- [Your task] Below are some records. Output the lines from the first one through the line that holds "2px #bcb6a6) drop-shadow(0", exactly as written, with no pictures.

[Stored data]
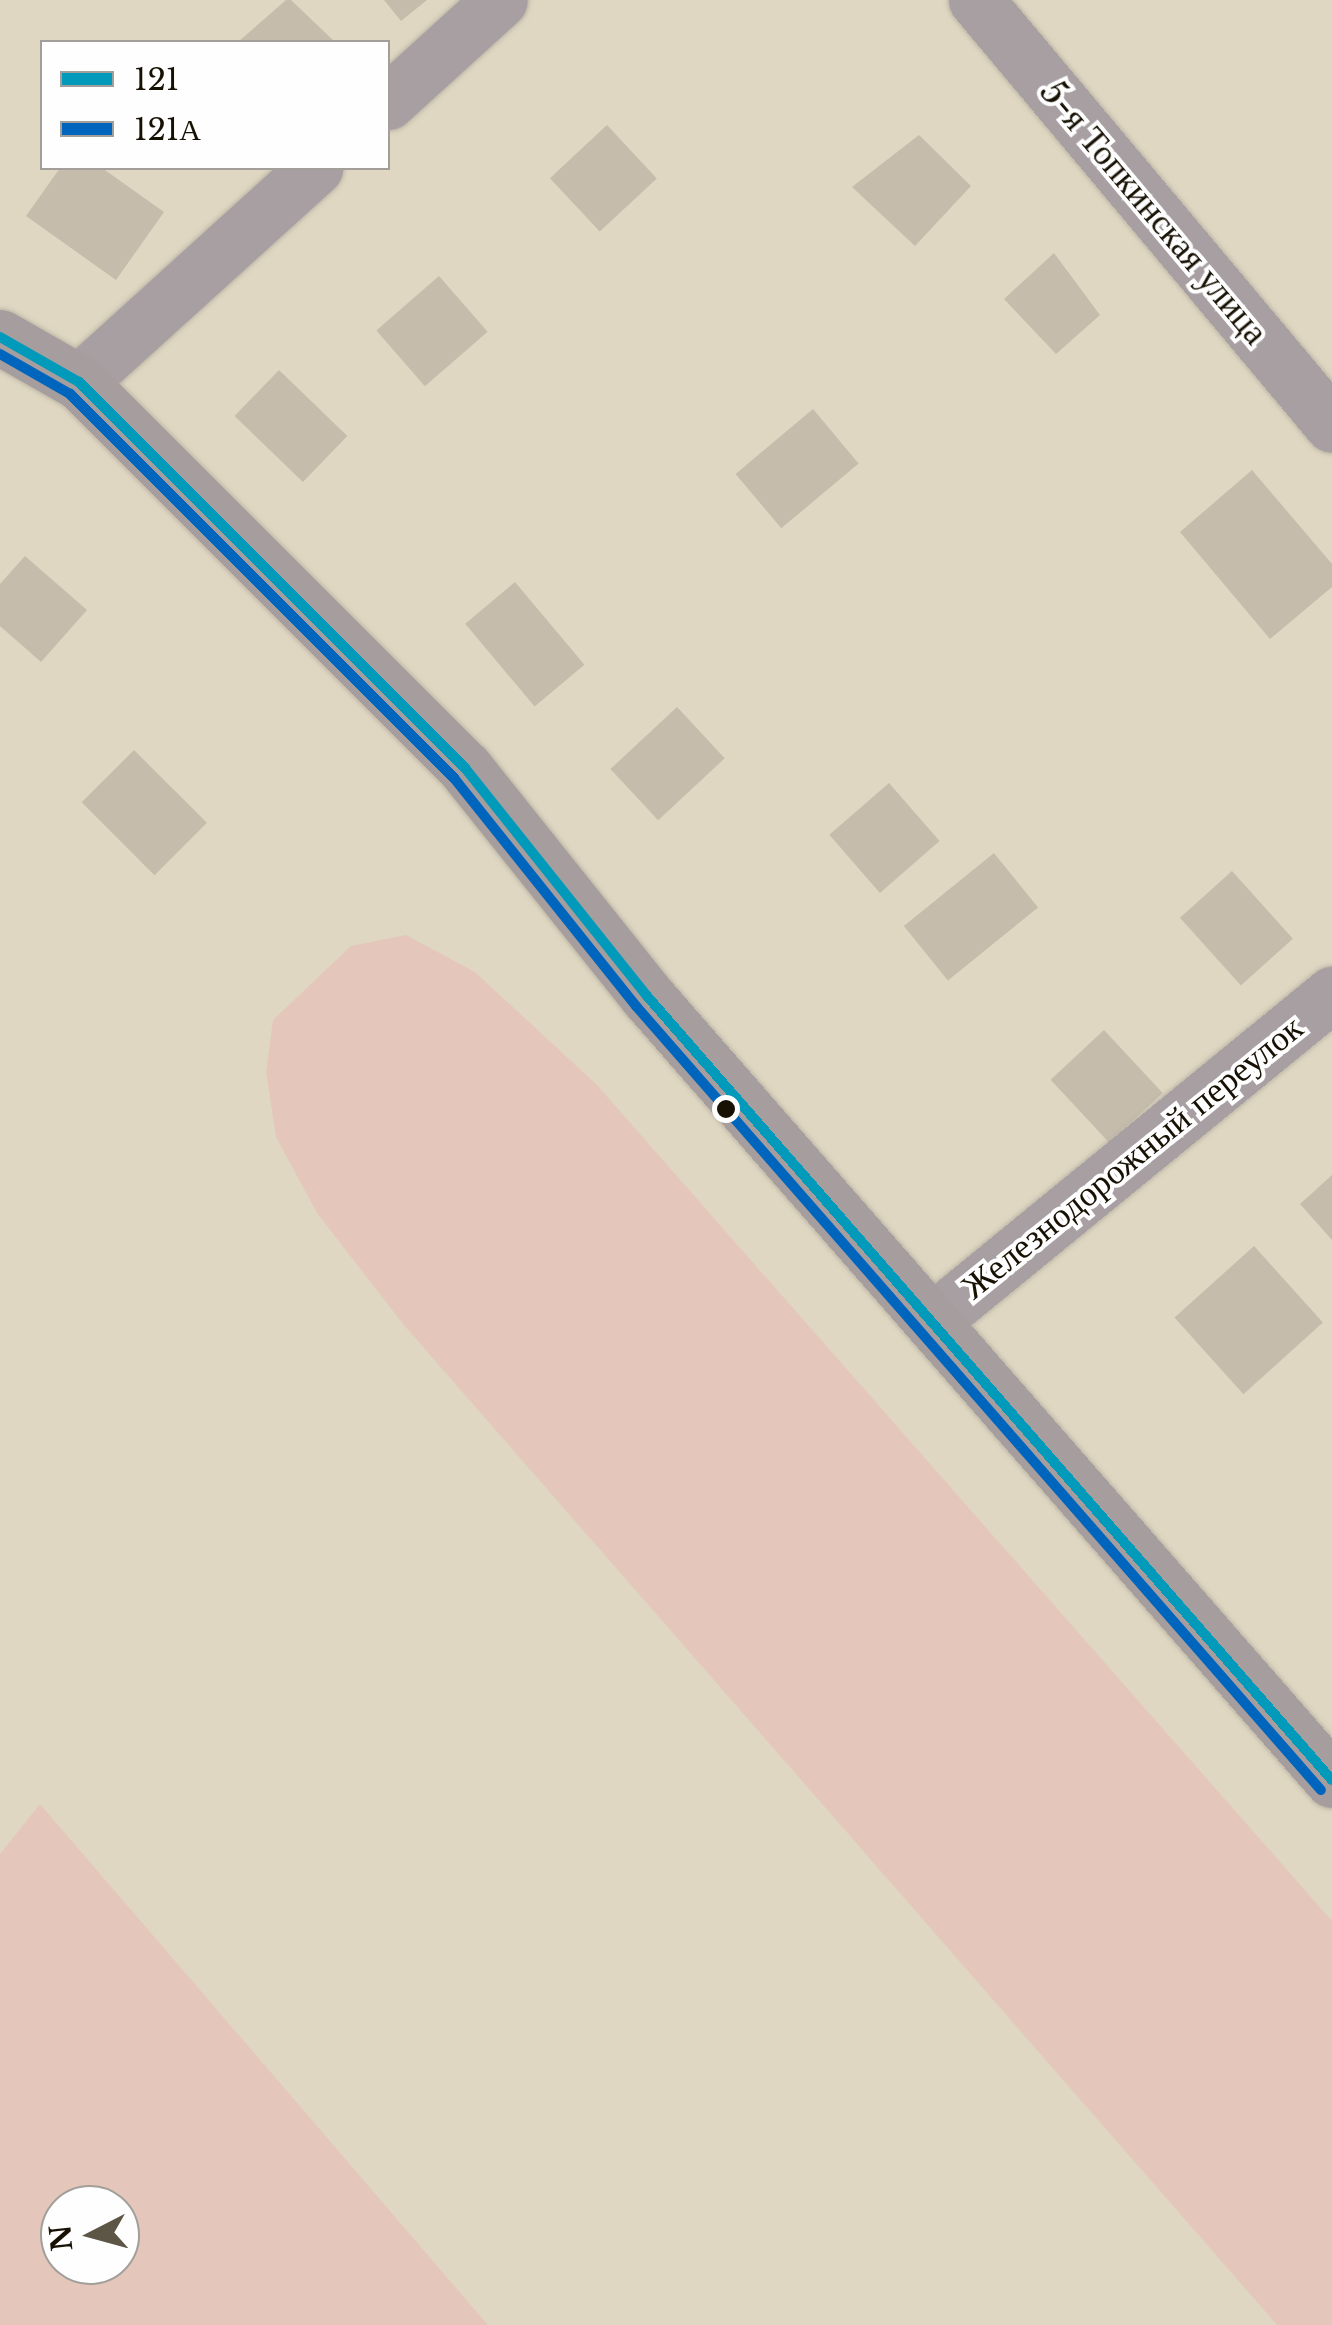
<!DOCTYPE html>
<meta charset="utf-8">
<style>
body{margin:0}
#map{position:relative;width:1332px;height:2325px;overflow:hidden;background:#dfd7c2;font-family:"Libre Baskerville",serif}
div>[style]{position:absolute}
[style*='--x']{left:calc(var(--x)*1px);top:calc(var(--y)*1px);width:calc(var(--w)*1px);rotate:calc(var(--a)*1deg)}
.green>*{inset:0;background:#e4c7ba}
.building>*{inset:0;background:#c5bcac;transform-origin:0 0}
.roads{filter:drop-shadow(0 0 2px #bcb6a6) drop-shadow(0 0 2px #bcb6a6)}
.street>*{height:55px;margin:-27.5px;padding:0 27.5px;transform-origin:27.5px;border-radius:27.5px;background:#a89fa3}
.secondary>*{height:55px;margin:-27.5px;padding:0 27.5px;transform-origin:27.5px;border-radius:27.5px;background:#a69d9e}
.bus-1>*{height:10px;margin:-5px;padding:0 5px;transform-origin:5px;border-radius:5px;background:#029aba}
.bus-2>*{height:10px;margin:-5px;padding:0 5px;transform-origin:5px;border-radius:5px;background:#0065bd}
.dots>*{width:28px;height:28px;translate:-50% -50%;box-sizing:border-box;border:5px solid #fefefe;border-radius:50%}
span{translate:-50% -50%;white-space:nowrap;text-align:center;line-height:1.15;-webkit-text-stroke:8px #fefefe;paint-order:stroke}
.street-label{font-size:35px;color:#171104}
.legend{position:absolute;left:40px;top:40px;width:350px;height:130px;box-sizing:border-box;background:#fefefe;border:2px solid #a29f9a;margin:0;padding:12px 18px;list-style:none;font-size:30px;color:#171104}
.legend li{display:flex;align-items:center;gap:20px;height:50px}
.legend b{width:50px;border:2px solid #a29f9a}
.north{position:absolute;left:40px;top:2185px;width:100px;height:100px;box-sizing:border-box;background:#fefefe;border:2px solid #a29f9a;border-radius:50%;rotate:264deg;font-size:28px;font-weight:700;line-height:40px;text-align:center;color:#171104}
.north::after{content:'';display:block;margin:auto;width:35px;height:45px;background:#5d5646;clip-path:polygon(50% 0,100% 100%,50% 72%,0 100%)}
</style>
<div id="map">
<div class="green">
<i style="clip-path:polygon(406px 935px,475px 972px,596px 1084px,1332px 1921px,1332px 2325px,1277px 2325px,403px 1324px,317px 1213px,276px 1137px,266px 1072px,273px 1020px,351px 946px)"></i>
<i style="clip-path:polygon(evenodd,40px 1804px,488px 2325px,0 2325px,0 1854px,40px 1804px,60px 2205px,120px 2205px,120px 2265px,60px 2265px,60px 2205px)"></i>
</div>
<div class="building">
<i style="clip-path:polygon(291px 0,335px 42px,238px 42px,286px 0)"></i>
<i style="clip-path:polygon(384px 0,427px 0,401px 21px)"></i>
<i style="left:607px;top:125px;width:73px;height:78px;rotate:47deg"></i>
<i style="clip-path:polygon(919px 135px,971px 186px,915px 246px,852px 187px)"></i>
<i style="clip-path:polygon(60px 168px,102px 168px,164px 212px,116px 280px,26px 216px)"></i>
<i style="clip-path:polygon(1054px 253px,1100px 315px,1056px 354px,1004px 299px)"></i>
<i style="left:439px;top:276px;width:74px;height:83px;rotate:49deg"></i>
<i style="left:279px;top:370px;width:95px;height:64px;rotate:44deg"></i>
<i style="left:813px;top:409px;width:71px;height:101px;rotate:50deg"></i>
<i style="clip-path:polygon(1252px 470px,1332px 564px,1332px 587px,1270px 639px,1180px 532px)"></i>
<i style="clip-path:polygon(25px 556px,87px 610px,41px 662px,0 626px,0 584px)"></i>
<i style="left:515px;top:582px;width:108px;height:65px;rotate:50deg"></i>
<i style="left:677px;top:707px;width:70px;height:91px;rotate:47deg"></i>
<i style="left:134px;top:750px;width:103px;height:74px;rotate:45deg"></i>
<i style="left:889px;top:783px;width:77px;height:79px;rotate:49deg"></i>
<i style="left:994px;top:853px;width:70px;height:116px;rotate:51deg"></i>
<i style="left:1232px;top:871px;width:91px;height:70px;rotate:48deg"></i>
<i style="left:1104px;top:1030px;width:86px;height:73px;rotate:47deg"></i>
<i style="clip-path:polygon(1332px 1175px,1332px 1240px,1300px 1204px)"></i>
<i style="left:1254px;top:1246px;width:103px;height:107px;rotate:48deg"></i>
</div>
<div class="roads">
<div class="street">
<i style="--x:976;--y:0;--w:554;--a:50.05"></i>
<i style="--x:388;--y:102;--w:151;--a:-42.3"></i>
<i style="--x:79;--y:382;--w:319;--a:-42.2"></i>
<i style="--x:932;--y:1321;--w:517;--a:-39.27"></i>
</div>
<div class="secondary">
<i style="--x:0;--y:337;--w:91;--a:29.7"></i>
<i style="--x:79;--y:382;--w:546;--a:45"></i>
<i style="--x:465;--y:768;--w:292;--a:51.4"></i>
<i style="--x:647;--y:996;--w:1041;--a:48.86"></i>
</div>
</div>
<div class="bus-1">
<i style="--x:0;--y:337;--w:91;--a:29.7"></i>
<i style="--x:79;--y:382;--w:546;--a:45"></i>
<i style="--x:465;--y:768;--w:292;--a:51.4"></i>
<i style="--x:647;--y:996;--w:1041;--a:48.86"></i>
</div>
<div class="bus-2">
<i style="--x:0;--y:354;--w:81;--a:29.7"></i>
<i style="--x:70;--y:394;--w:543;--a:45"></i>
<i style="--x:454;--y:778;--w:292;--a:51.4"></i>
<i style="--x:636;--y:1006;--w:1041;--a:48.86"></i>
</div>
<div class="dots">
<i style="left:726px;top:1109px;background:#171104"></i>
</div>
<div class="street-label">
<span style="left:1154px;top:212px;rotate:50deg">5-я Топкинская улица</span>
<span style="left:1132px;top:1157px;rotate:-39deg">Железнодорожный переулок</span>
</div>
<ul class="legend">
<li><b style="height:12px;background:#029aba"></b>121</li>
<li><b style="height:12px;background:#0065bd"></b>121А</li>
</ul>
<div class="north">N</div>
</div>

- [Written response]
<!DOCTYPE html>
<meta charset="utf-8">
<style>
body{margin:0}
#map{position:relative;width:1332px;height:2325px;overflow:hidden;background:#dfd7c2;font-family:"Libre Baskerville",serif}
div>[style]{position:absolute}
[style*='--x']{left:calc(var(--x)*1px);top:calc(var(--y)*1px);width:calc(var(--w)*1px);rotate:calc(var(--a)*1deg)}
.green>*{inset:0;background:#e4c7ba}
.building>*{inset:0;background:#c5bcac;transform-origin:0 0}
.roads{filter:drop-shadow(0 0 2px #bcb6a6) drop-shadow(0 0 2px #bcb6a6)}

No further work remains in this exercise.